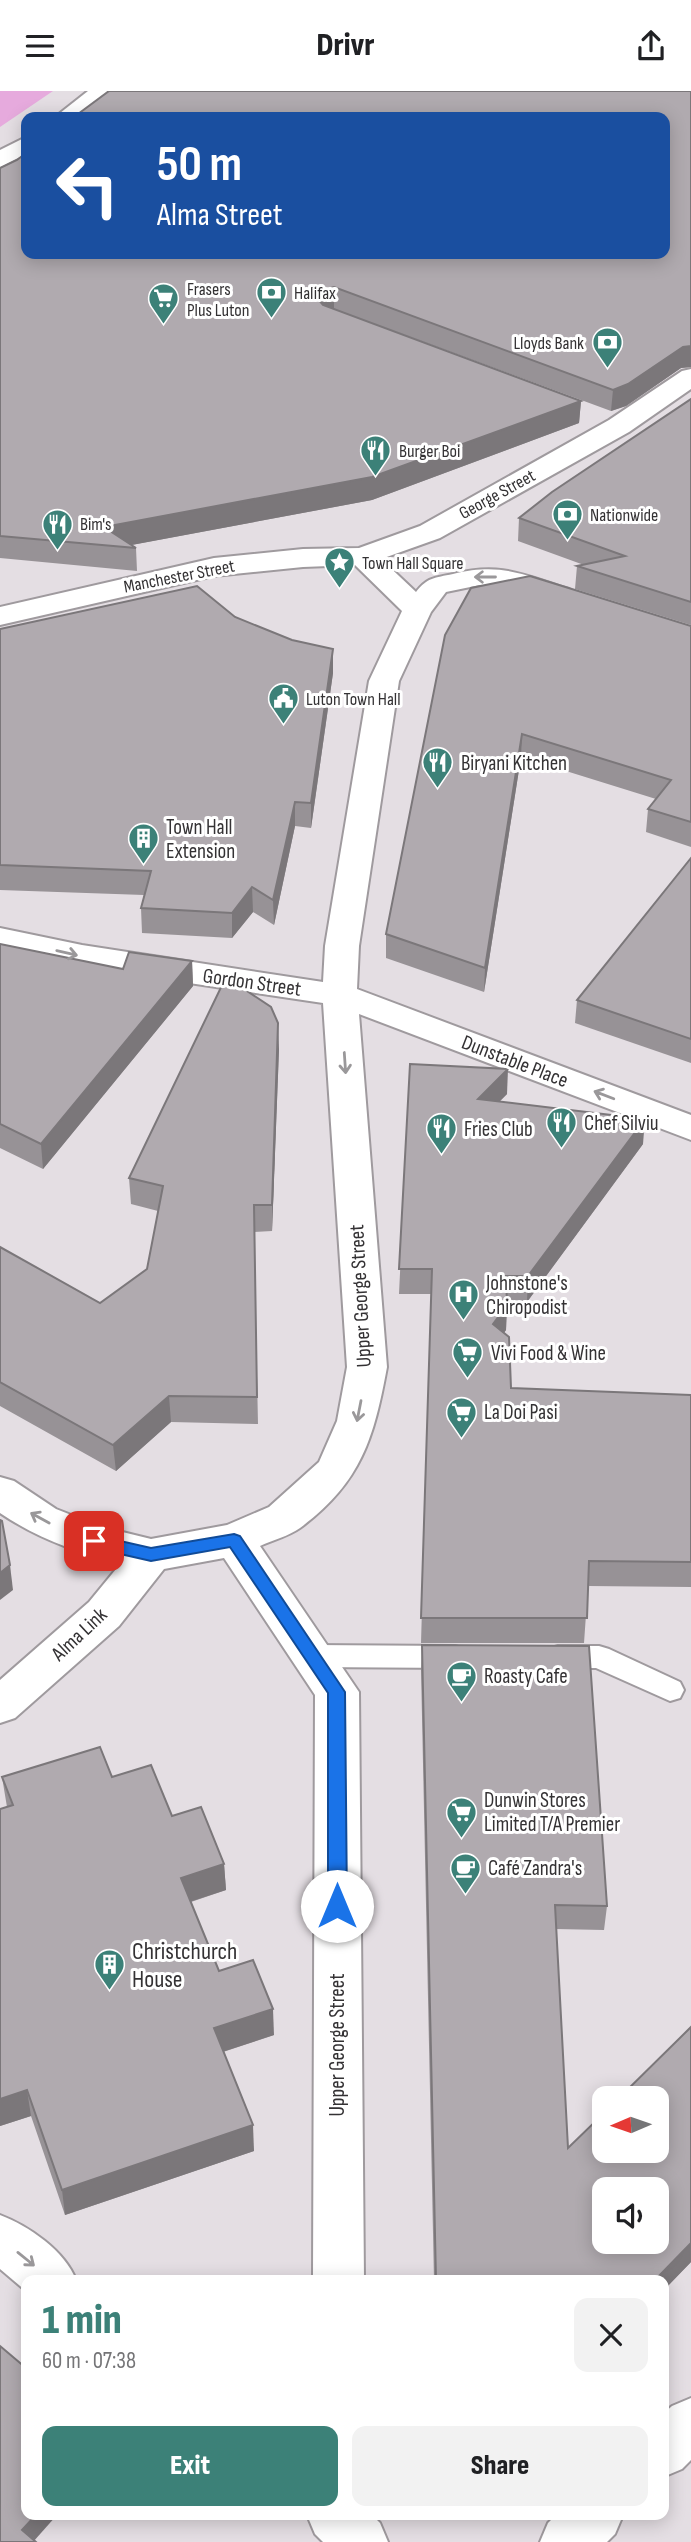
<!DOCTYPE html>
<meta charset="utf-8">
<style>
:root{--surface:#fff;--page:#f2f2f2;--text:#202124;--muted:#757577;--accent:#3c8178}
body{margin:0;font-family:"Sofia Sans Condensed",sans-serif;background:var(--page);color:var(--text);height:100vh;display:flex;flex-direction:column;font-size:26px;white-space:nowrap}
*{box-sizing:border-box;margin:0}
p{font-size:23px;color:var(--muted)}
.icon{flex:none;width:38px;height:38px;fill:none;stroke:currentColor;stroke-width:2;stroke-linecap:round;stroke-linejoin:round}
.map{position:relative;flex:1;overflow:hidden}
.side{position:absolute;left:21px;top:2184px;width:648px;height:245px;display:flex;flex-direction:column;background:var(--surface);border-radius:14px;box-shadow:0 4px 18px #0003}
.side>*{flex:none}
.banner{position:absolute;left:21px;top:21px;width:649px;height:147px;border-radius:14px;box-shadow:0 4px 18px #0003;background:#1a4fa0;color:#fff;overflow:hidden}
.needle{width:46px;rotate:268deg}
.tools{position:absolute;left:592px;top:1995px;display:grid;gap:14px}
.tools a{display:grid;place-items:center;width:77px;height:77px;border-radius:14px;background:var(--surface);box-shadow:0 4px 18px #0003;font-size:35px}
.pin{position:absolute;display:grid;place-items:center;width:60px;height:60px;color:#fff;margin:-30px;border-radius:14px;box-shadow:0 4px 10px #0006}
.me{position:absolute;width:77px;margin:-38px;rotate:0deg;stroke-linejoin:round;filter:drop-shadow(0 0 5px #0008)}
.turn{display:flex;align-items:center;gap:24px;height:147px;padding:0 21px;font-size:32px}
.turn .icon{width:91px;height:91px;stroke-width:2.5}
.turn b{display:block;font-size:49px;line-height:60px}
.round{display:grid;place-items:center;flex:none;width:74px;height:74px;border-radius:14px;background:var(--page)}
.headline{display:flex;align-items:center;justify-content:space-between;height:119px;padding:0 21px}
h1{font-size:42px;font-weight:800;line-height:52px;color:var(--accent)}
.button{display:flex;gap:14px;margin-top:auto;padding:14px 21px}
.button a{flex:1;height:80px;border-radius:14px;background:var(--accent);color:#fff;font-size:28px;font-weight:800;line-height:80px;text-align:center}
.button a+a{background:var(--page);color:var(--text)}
header{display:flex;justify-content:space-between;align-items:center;height:91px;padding:0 21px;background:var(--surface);font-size:32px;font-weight:800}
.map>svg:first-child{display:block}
</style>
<header><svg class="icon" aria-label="menu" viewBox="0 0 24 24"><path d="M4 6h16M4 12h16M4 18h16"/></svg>Drivr<svg class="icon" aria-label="share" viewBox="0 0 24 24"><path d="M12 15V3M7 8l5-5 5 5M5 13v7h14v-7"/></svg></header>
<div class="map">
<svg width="691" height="2451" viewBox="0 0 691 2451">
<rect width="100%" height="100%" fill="#e4dee3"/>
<!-- green -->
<polygon fill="#e6aadd" points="0,0 53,0 0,36"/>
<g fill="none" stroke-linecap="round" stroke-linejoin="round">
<defs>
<g id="lane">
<polygon points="312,1554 455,1555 465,1558 469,1566 465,1574 455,1577 312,1576 302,1573 298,1565 302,1557"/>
<polygon points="558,1555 599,1555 609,1558 680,1591 684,1599 680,1607 670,1610 596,1577 558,1577 548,1574 544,1566 548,1558"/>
</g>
<g id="street">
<polygon points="88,0 114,0 81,26 55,26"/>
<polygon points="26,46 26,63 0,76 0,59"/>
<path d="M691,278V298L629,341L440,447L381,468L416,501C428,486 434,487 453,483C502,471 523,484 569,498L574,504L569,510L559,513L498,495L480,494L446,501L431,521L399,590L359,855L357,898L691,1024V1049L359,923L387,1276C374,1347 361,1392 300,1437C289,1445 273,1449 260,1455L359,1601L364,2189H313L315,1604L224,1467L164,1478L119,1535L15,1627L0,1632V1589L89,1511L121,1472C77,1462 37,1447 0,1422V1386L14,1390L56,1418L102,1436L151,1448L227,1434L269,1416L319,1371L337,1330L347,1276L323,912L82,876L0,857V837L82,854L323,891L325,855L369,590L402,520L355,474L303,476L214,485L0,534V516L214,467L303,458L359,457L420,435L609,329L682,280Z"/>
<path d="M0,2124C29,2135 65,2160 76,2189H26V2200L0,2178Z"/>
<polygon points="307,2424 372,2424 380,2432 388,2451 323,2451 315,2443"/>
</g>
<g id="highway">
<polygon points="691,2307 691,2369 682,2378 663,2386 663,2323 672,2315"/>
<polygon points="556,2424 623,2424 615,2443 607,2451 540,2451 548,2432"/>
</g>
</defs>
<!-- lane casing -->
<use href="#lane" stroke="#9f9a9e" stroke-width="4"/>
<!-- street casing -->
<use href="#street" stroke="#9f9a9e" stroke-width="4"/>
<!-- highway casing -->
<use href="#highway" stroke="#9f9a9e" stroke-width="4"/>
<!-- lane -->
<use href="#lane" fill="#fff" fill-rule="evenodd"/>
<!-- street -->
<use href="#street" fill="#fff" fill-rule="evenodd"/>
<!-- highway -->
<use href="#highway" fill="#fff" fill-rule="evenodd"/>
</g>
<!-- wall -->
<g fill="#979296">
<polygon points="691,0 691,276 681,277 626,315 611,320 334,218 333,218 581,310 579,332 372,409 131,454 136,457 137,480 0,467 0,77"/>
<polygon points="691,308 691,534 575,498 577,475 584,474 518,450 519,427"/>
<polygon points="235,526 333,582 311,737 295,735 274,834 253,821 232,847 142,842 141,817 144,804 0,799 0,538"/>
<polygon points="691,535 691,756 646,741 648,718 656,708 521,666 484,901 386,867 386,843 445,544"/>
<polygon points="691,767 691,972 575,932 577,909"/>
<polygon points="0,853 123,878 192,870 193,895 43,1078 0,1057"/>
<polygon points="279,958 272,1140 254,1141 258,1333 171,1331 116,1380 0,1315 0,1156 100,1212 147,1178 158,1120 131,1113 129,1087"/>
<polygon points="410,973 507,1003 499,1011 643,1053 527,1211 507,1210 506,1239 504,1242 511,1297 691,1304 691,1496 588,1495 584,1552 421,1552 431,1203 399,1203"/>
<polygon points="422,1554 607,1815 604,1839 556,1838 568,2057 691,1936 691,2171 663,2200 663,2189 434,2189 421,1579"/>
<polygon points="2,1686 112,1686 172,1725 224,1773 226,1799 191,1811 219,1880 274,1944 223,1961 254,2060 65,2124 31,2025 0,2035 7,1716"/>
</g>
<!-- shaded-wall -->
<g fill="#7b777a">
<polygon points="334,196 334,218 323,221 317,207 323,199"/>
<polygon points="691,255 691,276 681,277 626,315 611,320 613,299 683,256"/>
<polygon points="581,310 579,332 372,409 121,456 104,436"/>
<polygon points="333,558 333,582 311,737 311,712"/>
<polygon points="522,643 521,666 484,901 485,877"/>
<polygon points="295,711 295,735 274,834 273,809"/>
<polygon points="252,796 253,821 232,847 232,822"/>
<polygon points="192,870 193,895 43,1078 41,1053"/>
<polygon points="278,932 279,958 272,1140 272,1114"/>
<polygon points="508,978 507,1003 477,1033 478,1008"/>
<polygon points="645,1028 643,1053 527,1211 528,1185"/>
<polygon points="507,1214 506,1239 492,1258 493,1233"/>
<polygon points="169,1305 171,1331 116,1380 113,1354"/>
<polygon points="10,1474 13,1499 0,1509 0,1482"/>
<polygon points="224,1773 226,1799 183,1813 181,1787"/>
<polygon points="273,1918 274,1944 216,1963 214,1937"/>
<polygon points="27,1999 31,2025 0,2035 0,2008"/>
<polygon points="253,2034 254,2060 65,2124 62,2099"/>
<polygon points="691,2152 691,2171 663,2200 663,2189 655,2189"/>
<polygon points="36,2424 57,2424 33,2451 22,2439"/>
</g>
<!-- building -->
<g fill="#b0aaaf" stroke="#7b777a" stroke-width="2" fill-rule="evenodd">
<polygon points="109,0 691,0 691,255 683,256 628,293 613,299 334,196 323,199 317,207 323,214 581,310 372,386 104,436 136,457 0,445 0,77 17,69 26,62 26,163 665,163 665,26 74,26"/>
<polygon points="691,308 691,511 577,475 625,465 519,427 552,401"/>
<polygon points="530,485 691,535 691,731 648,718 671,689 522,643 485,877 386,843 445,544 471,497"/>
<polygon points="197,495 235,526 292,549 333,558 311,712 295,711 273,809 252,796 232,822 141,817 151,780 0,774 0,538"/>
<polygon points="691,767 691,948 577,909"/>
<polygon points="0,853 123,878 129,861 192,870 41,1053 0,1033"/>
<polygon points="226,886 271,916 278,932 272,1114 254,1114 257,1306 169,1305 113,1354 0,1291 0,1156 100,1212 147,1178 163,1095 129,1087"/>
<polygon points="410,973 508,978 478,1008 645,1028 528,1185 506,1185 507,1214 493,1233 509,1246 511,1297 691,1304 691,1471 589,1470 587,1527 421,1527 432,1178 399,1178"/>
<polygon points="0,1429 2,1430 10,1474 0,1482"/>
<path d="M422,1554L589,1555L607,1815L555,1814L568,2057L604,2022V2060H656V2007H619L691,1936V2152L655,2189H436ZM604,2098H656V2151H604Z"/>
<polygon points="100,1656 112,1686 151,1674 172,1725 201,1716 224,1773 181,1787 219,1880 253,1869 273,1918 214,1937 253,2034 62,2099 27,1999 0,2008 0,1718 13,1714 2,1686"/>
<polygon points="0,2255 26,2277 26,2424 36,2424 22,2439 36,2451 0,2451"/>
</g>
<!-- one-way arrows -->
<defs><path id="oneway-shaft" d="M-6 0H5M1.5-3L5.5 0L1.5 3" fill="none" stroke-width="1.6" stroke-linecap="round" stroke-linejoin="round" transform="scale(1.75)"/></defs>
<g stroke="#9a989a">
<use href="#oneway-shaft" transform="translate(485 486) rotate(180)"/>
<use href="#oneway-shaft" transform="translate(67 862) rotate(13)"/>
<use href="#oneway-shaft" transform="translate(345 972) rotate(86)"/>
<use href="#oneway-shaft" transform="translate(604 1004) rotate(-159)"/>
<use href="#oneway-shaft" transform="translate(359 1320) rotate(101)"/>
<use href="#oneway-shaft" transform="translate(40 1427) rotate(-151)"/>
<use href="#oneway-shaft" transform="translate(26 2168) rotate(39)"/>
</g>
<!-- route -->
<polygon fill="#1a73e8" stroke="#114b97" stroke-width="2" points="234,1443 240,1445 345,1601 347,1815 344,1821 337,1823 330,1821 328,1815 328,1602 230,1456 151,1470 94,1457 88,1455 85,1450 88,1446 94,1444 151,1457"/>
<!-- icons -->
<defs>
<symbol id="bank-pin" viewBox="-11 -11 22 30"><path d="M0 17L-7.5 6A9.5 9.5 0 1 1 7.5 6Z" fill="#3c8178" stroke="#fff"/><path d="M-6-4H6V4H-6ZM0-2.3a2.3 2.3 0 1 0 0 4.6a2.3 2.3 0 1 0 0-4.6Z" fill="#fff"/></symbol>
<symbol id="supermarket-pin" viewBox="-11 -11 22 30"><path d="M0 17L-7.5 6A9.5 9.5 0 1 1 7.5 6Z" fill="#3c8178" stroke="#fff"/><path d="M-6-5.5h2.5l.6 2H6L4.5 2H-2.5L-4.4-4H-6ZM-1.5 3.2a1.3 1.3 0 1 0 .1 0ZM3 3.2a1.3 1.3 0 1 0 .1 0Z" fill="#fff"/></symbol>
<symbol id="restaurant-pin" viewBox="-11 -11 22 30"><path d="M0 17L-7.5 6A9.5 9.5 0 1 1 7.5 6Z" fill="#3c8178" stroke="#fff"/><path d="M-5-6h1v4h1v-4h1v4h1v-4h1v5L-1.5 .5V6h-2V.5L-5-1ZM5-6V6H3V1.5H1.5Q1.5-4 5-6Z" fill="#fff"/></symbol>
<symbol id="sight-pin" viewBox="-11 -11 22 30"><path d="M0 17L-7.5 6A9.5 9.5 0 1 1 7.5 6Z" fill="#3c8178" stroke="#fff"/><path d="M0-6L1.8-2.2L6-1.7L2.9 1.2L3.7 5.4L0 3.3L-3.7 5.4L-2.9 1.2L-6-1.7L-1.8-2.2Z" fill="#fff"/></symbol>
<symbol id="civic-pin" viewBox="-11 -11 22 30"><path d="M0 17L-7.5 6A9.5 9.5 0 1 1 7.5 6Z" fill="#3c8178" stroke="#fff"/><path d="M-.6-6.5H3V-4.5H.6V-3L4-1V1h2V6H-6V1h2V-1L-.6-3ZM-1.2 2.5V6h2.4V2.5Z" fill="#fff"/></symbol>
<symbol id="building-pin" viewBox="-11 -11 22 30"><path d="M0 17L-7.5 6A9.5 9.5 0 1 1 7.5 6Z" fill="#3c8178" stroke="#fff"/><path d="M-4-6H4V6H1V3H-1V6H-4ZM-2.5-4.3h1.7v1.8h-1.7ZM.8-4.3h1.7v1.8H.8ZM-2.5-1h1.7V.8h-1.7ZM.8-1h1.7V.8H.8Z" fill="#fff"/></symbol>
<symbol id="hospital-pin" viewBox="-11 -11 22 30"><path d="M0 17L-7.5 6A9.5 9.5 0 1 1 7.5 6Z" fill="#3c8178" stroke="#fff"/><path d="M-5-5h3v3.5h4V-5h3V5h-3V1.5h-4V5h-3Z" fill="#fff"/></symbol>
<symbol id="cafe-pin" viewBox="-11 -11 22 30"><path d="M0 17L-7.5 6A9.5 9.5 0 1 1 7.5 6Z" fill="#3c8178" stroke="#fff"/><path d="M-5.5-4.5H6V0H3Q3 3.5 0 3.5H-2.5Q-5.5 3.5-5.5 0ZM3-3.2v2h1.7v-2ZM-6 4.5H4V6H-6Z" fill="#fff"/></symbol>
</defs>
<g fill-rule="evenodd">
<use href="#bank-pin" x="254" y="184" width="35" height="47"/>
<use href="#supermarket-pin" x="146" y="190" width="35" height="47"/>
<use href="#bank-pin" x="590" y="234" width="35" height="47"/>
<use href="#restaurant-pin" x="358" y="342" width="35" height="47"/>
<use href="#bank-pin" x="550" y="406" width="35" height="47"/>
<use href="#restaurant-pin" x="40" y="416" width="35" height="47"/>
<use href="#sight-pin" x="322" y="454" width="35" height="47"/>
<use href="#civic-pin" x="266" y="590" width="35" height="47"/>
<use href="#restaurant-pin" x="420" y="654" width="35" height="47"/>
<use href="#building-pin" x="126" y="730" width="35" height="47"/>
<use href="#restaurant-pin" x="544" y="1014" width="35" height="47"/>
<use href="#restaurant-pin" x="424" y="1020" width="35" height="47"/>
<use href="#hospital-pin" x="446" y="1186" width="35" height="47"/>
<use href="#supermarket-pin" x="450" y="1244" width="35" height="47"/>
<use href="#supermarket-pin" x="444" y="1304" width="35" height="47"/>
<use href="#cafe-pin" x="444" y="1568" width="35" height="47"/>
<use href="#supermarket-pin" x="444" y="1704" width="35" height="47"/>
<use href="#cafe-pin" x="448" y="1760" width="35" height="47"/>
<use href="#building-pin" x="92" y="1856" width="35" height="47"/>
</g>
<g text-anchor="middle" stroke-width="6" stroke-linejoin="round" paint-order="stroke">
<!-- far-poi labels -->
<g font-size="18" fill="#343234" stroke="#fff" text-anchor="start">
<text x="187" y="204">Frasers<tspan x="187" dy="21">Plus Luton</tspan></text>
<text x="294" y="208">Halifax</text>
<text x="584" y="258" text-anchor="end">Lloyds Bank</text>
<text x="399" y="366">Burger Boi</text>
<text x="590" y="430">Nationwide</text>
<text x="80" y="439">Bim's</text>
<text x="362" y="478">Town Hall Square</text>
<text x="306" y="614">Luton Town Hall</text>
</g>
<!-- far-street labels -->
<g font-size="18" fill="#343234" stroke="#fff">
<text transform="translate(497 403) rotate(-29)" y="6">George Street</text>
<text transform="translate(179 485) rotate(-11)" y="6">Manchester Street</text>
</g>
<!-- poi labels -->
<g font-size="21" fill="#343234" stroke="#fff" text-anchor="start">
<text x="461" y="679">Biryani Kitchen</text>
<text x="166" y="743">Town Hall<tspan x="166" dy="24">Extension</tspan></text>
<text x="584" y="1039">Chef Silviu</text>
<text x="464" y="1045">Fries Club</text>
<text x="486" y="1199">Johnstone's<tspan x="486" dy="24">Chiropodist</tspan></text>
<text x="491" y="1269">Vivi Food &amp; Wine</text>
<text x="484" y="1328">La Doi Pasi</text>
<text x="484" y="1592">Roasty Cafe</text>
<text x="484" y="1716">Dunwin Stores<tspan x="484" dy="24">Limited T/A Premier</tspan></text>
<text x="488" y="1784">Café Zandra's</text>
</g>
<!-- street labels -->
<g font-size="21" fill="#343234" stroke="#fff">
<text transform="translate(252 891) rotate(8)" y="7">Gordon Street</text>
<text transform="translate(515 970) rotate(21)" y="7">Dunstable Place</text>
<text transform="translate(360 1205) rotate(-93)" y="7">Upper George Street</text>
<text transform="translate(79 1543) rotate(-43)" y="7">Alma Link</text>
<text transform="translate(337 1954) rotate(-90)" y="7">Upper George Street</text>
</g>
<!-- near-poi labels -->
<g font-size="24" fill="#343234" stroke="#fff" text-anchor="start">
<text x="132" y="1868">Christchurch<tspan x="132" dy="28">House</tspan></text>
</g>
</g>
</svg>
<div class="tools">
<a><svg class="needle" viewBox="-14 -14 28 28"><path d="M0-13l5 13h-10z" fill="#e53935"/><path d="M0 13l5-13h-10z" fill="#757577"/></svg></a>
<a><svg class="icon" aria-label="sound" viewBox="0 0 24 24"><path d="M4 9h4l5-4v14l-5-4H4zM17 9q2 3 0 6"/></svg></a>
</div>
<div class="pin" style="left:94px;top:1450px;background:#d93025"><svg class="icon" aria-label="arrive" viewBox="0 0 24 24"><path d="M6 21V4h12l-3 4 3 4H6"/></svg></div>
<svg class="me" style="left:337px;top:1815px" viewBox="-20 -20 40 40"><circle r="19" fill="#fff"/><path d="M0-13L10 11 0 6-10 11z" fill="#1a73e8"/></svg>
<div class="banner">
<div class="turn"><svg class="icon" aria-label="left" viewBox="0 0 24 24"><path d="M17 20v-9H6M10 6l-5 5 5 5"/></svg><div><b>50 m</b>Alma Street</div></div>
</div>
<section class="side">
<div class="headline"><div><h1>1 min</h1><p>60 m · 07:38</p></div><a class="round"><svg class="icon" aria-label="close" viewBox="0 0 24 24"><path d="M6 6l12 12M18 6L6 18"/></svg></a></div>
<div class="button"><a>Exit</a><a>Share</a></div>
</section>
</div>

-=-=-

* [Activity]: Tally the lines in the material above that contain "column". Respond with the number and nothing else.

* [Answer section]: 2